The pregnancy



My journey into motherhood


Monday, December 18, 2006

Week 29

It's been awhile since the last entry and all I can say is time is moving by so quickly.

Over the past couple of weeks British Columbia's southern west coast has been slammed with some really unusual weather - hurricane force wind storms and snow. Because we are not equipped for this type of weather, many people are stuck at home when the snow piles up too high-basically waiting for the snow to melt. The toughest thing for most people is the loss of electricity and missing work - and of course any damage to their homes/vehicles etc from falling trees and branches.
Jordan removing a small tree blocking our driveway as we race to the ferry...

Jordan and I are both hoping that everything weather wise returns to normal and that we can get back to regular work.

I discussed my B. Hicks with my midwife and she felt that I had done the right thing on those few days that they were unusual, close together and accompanied by the cramping and low backache. I had just taken it easy, put my feet up and used a heating pad for most of the day. She said that sometimes when the head is already down and there is pressure on the cervix, it may become stimulated enough to start contractions. We don't want that now, do we? Too early! When I told my sister about that, she reminded me that all three of her children arrived early - 2 weeks, 3 weeks and then 2 months early!

As far as the B.Hicks; many women never even notice them until the last few weeks of pregnancy, but some women who are more sensitive to their body may feel them much sooner. Throughout the entire pregnancy, a woman will have the Braxton Hicks every 20 minutes! It is just the body's way of becoming stronger and preparing itself for birthing at the end. Our bodies are so amazing!

My belly growth has been, overall, slow but consistent. The baby is still incredibly active, especially as we lay down at night to sleep. The movements are so big that my breath is sometimes taken away or I will gasp in surprise. It feels like I have either an octopus inside me or just a pair of big strong legs. We are able to feel the legs and back now (i grab at them sometimes) and the hands feel like little tickles and flutters down around my pubic bone.
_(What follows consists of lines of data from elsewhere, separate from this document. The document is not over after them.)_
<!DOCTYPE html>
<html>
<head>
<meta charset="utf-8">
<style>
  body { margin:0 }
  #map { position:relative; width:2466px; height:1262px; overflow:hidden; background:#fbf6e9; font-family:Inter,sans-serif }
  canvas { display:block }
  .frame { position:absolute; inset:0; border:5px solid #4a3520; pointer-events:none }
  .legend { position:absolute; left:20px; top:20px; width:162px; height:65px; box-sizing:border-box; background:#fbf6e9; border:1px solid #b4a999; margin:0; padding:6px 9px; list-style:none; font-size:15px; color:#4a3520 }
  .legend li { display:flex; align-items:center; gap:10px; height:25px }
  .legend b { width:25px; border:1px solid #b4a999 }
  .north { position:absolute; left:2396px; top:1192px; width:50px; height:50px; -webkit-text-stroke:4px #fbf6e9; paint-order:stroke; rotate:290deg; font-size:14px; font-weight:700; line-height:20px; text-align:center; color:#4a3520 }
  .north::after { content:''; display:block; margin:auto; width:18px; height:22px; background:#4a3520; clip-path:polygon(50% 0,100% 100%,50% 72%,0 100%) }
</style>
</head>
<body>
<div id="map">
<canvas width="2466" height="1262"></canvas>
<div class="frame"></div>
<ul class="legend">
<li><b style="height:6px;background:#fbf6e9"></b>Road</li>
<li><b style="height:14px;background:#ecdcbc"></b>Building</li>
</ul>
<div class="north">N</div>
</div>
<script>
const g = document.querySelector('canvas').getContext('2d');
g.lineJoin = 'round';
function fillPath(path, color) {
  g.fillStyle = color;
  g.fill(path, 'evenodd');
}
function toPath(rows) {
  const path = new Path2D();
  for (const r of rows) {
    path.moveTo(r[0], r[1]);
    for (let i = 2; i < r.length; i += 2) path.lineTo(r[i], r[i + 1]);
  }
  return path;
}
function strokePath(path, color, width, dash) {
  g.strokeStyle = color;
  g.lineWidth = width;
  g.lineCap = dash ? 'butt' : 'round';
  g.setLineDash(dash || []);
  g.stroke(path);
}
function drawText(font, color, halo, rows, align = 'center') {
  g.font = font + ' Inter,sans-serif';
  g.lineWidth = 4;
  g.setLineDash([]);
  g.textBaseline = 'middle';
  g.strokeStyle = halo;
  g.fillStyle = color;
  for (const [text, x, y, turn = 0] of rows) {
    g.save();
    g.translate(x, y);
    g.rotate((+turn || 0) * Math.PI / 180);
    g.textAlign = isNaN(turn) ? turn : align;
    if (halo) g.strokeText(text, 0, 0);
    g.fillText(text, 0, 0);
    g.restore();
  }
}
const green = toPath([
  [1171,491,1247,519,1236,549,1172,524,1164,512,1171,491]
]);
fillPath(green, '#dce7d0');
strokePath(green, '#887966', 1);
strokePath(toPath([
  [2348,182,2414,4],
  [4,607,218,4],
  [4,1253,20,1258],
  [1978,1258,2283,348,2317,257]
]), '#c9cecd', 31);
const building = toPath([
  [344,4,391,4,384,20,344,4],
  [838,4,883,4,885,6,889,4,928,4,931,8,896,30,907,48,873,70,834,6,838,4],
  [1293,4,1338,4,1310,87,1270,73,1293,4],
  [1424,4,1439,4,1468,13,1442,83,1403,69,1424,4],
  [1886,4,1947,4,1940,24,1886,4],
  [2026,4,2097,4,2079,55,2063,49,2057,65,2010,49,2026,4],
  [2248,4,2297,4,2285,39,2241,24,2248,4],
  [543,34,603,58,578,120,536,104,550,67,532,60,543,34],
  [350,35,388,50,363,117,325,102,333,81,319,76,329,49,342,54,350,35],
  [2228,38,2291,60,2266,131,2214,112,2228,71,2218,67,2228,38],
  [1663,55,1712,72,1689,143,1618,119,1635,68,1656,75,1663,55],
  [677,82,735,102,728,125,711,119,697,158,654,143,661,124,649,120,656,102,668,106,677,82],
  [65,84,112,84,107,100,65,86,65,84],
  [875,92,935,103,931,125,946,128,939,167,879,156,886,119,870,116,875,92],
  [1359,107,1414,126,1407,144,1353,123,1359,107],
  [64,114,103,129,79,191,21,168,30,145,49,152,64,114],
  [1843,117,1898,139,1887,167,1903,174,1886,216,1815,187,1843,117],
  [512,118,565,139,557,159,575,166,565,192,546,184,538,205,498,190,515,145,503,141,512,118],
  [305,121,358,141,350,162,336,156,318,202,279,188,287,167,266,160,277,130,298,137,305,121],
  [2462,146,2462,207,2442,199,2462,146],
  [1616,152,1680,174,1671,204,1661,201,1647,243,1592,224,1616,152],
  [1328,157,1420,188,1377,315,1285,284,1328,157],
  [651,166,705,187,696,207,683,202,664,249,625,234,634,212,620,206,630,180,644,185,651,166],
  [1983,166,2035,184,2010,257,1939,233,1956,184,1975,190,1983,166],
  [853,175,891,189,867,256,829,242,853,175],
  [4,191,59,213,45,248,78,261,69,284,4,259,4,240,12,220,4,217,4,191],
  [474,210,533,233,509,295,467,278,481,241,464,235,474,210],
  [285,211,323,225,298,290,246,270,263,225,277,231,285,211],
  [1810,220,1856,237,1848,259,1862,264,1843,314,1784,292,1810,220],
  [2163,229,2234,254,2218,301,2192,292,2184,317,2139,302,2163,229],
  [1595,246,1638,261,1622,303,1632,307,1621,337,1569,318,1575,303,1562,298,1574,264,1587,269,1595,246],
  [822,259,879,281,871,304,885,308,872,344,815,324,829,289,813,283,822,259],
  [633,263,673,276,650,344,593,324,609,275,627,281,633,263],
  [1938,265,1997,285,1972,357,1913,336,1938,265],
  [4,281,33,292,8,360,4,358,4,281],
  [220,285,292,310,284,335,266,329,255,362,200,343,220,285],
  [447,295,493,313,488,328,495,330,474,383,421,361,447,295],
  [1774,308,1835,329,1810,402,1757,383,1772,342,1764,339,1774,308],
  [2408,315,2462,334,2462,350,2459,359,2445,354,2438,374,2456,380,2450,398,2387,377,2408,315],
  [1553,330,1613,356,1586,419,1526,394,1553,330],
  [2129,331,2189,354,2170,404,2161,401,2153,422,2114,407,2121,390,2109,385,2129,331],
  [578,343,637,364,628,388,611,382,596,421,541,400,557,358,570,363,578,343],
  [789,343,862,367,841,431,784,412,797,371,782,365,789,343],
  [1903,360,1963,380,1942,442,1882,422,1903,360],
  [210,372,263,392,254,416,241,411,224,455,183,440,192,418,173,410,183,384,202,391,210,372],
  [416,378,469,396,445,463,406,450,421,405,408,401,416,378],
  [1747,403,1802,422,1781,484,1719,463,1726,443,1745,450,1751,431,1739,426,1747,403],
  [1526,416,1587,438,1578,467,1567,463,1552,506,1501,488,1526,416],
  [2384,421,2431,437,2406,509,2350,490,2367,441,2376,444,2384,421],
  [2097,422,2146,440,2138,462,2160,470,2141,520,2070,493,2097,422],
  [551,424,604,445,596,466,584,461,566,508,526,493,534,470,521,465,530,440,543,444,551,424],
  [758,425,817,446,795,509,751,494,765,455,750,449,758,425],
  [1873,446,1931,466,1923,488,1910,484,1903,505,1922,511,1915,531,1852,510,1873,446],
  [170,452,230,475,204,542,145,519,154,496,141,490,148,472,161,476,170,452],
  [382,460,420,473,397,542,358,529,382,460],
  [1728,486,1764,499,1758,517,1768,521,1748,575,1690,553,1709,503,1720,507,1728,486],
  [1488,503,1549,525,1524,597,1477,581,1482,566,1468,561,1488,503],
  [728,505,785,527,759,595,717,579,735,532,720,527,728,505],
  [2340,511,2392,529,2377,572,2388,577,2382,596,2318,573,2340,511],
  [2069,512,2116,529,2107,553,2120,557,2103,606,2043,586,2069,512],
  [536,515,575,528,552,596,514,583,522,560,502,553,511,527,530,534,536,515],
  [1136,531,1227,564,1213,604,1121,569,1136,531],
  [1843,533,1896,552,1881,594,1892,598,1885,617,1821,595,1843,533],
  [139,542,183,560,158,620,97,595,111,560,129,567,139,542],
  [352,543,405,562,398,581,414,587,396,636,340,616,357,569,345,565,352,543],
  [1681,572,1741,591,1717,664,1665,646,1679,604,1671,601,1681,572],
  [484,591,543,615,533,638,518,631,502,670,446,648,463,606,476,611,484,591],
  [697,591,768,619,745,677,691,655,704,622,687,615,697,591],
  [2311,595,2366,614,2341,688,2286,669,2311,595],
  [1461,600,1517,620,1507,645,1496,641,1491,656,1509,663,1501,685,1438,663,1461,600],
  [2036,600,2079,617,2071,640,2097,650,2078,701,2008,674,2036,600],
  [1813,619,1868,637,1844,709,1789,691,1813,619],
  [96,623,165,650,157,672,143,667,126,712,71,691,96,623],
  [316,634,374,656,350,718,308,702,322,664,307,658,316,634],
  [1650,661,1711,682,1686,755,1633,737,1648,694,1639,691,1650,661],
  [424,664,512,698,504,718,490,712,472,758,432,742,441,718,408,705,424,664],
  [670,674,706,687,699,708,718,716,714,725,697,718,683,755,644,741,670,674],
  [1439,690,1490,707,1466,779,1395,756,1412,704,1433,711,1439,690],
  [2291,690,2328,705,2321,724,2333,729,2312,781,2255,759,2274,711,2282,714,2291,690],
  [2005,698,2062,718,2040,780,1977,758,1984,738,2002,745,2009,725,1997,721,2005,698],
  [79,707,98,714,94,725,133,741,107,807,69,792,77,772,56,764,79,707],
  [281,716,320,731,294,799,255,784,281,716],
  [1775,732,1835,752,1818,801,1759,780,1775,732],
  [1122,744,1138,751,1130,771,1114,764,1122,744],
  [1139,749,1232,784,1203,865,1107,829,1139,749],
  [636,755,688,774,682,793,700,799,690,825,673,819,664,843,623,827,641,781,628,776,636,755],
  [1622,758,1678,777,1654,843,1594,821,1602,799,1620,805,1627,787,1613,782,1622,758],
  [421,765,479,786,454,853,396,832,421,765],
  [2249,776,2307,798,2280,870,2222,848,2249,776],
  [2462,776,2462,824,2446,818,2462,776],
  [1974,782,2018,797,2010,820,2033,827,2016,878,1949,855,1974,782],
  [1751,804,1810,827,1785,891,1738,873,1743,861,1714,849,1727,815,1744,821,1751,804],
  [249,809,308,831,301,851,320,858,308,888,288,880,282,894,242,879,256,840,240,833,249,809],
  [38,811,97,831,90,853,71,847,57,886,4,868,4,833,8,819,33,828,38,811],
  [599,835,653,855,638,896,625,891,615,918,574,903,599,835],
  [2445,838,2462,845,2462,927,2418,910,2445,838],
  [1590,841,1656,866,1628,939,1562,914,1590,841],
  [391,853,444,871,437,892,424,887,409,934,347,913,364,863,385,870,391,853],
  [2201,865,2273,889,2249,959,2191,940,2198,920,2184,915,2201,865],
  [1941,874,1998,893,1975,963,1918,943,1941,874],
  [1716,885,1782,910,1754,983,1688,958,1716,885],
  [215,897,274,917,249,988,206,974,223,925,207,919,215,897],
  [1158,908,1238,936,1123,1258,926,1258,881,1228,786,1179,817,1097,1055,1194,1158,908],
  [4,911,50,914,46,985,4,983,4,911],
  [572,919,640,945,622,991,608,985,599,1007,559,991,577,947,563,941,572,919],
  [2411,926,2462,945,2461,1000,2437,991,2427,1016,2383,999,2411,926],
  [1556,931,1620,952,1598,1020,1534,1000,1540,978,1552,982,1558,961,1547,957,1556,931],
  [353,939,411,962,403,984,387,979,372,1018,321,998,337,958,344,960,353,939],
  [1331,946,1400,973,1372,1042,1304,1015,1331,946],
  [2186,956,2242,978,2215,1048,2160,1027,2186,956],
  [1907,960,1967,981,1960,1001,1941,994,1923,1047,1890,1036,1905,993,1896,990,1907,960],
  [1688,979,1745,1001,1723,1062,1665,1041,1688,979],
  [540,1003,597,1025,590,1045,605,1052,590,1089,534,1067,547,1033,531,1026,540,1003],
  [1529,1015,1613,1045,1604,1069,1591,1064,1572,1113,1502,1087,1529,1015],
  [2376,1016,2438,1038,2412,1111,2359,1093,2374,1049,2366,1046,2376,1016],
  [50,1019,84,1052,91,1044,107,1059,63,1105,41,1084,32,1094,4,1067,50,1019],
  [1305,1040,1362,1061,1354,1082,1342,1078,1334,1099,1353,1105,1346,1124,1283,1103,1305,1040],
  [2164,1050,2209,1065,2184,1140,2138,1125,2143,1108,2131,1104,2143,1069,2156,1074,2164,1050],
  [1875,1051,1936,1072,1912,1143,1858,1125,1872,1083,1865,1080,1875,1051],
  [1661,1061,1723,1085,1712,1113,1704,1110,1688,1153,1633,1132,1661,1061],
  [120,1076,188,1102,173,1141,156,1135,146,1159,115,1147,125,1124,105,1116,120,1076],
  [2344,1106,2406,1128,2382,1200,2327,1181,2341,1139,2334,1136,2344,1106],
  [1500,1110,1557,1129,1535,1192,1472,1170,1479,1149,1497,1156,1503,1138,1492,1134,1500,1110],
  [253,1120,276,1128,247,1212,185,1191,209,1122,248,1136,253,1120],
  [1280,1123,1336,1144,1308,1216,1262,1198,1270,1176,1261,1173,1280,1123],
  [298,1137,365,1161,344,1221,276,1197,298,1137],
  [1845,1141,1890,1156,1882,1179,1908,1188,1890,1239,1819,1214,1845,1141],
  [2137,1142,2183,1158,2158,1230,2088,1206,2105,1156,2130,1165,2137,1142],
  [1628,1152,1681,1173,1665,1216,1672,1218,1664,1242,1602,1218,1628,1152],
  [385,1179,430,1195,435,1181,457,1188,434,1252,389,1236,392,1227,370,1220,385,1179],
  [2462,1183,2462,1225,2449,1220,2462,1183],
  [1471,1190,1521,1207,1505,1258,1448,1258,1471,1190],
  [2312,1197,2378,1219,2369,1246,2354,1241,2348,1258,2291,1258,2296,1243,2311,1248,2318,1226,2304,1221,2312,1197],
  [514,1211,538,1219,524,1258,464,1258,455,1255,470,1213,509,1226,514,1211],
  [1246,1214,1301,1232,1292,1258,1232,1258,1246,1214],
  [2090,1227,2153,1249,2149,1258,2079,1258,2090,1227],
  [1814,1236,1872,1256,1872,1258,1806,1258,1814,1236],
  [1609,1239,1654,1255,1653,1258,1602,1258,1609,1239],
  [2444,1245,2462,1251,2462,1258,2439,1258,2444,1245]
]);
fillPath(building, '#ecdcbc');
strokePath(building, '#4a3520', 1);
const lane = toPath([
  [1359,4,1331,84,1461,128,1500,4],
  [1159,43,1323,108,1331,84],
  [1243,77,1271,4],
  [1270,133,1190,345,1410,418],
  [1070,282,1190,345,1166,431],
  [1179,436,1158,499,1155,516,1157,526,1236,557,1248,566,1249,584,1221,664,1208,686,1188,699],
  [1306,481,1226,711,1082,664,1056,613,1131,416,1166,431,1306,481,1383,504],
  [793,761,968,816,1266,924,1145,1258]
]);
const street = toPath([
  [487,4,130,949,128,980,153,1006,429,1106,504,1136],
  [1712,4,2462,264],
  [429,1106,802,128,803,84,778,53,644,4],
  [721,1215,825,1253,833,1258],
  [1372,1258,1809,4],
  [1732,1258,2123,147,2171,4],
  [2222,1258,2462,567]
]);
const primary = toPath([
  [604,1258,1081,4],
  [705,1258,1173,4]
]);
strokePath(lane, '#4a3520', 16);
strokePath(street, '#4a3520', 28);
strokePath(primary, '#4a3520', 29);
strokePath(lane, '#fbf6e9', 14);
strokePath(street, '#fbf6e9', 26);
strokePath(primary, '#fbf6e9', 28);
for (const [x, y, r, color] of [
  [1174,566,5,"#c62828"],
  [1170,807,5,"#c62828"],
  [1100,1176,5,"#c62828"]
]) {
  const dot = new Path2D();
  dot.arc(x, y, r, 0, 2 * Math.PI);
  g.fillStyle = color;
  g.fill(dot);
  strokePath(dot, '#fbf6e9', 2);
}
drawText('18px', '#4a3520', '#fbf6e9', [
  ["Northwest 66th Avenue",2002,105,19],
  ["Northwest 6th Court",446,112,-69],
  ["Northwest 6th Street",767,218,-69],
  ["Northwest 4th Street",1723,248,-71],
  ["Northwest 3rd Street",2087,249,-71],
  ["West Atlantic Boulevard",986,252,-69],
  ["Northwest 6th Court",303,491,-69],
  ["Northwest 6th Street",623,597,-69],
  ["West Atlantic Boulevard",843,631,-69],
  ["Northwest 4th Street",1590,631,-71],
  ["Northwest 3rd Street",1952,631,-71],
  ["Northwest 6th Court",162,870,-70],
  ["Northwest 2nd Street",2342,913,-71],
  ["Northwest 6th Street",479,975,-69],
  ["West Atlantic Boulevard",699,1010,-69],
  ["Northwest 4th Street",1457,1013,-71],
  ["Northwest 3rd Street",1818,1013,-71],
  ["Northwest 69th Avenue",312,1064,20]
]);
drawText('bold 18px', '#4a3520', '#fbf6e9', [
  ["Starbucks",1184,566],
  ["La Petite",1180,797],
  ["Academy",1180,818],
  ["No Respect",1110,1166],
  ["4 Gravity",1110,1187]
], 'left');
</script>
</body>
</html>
Now, in my seventh month, I have many of the physical symptoms of pregnancy. Shortness of breath, acid reflux, restless leg at night, calf cramping and great fluctuations in energy levels - from speedy nesting and cleaning urges to totally drained. Also, some of that long ago 16 year old rollercoster of emotional ups and downs has revisited - this time, however, with the maturity of a 30 year old, I know how to handle this state of hormonal flux. I let those tears come and the emotions surge, with no expectations. I don't analyze or hold onto them; I let them go without a second thought. I don't dump the garbage on anyone and especially not myself. In a society so afraid to age, so afraid to slow down and celebrate the aging self, it all seems kind of crazy to me. All those tears of a teenage girl, the speediness of the early twenties; it was all necessary, but nothing I would want to relive again! A deep rooted confidence has grown from my earlier experiences, less is more has become more meaningful - instead of a million friends and a load of socialising, I put greater energy into the few that I really connect with on a deeper level. This realisation came when I made decisions about who to invite to our wedding. I did so much reevaluation of friendships from the past and I ended up only inviting my dearest friends of forever and then the ones of more recent. How will I look back when I am 40, 50, 60? I hope that I can still look back as fondly as I do now, yet with more confidence and more growth and living behind me, always celebrating the aging process. When I am older I can see myself laughing out and yelling 'HOT FLASH' for everyone to hear, like my mother in law, or groaning and complaining of a sore back or ear hairs, like my dad, so that when I visit I give him massages and trim his hair...

Speaking of celebrating aging, among my many odd thoughts and incessant daydreaming in this final trimester, an odd concern came to my mind from who knows where and what. I am planning on having only one child, yet that 'plan' has flip flopped many times throughout this pregnancy for both Jordan and I. My thought the other day was - well, if I have only one child, that may not give me many grandchildren and it would be nice to have grandchildren one day! Ohh, the pregnant mind is a marvelous and complex phenomena.

'They say' you are forever changed when you have a baby. I say that being pregnant has temporarily (hopefully) altered my mind. I have never been so self absorbed, never daydreamed so much; I haven't even read any fiction novels in months. Just baby books. When I would always listen to CBC radio docs and then talk about them with Jordan, I just zone out and only on occasion have I followed any of the stories. Poor Jordan yet good Jordan for being so loving and patient. That's just one example. I guess when you are sharing your body with someone (baby) other than yourself, you are self absorbed - just as in the act of sex - but this is full time.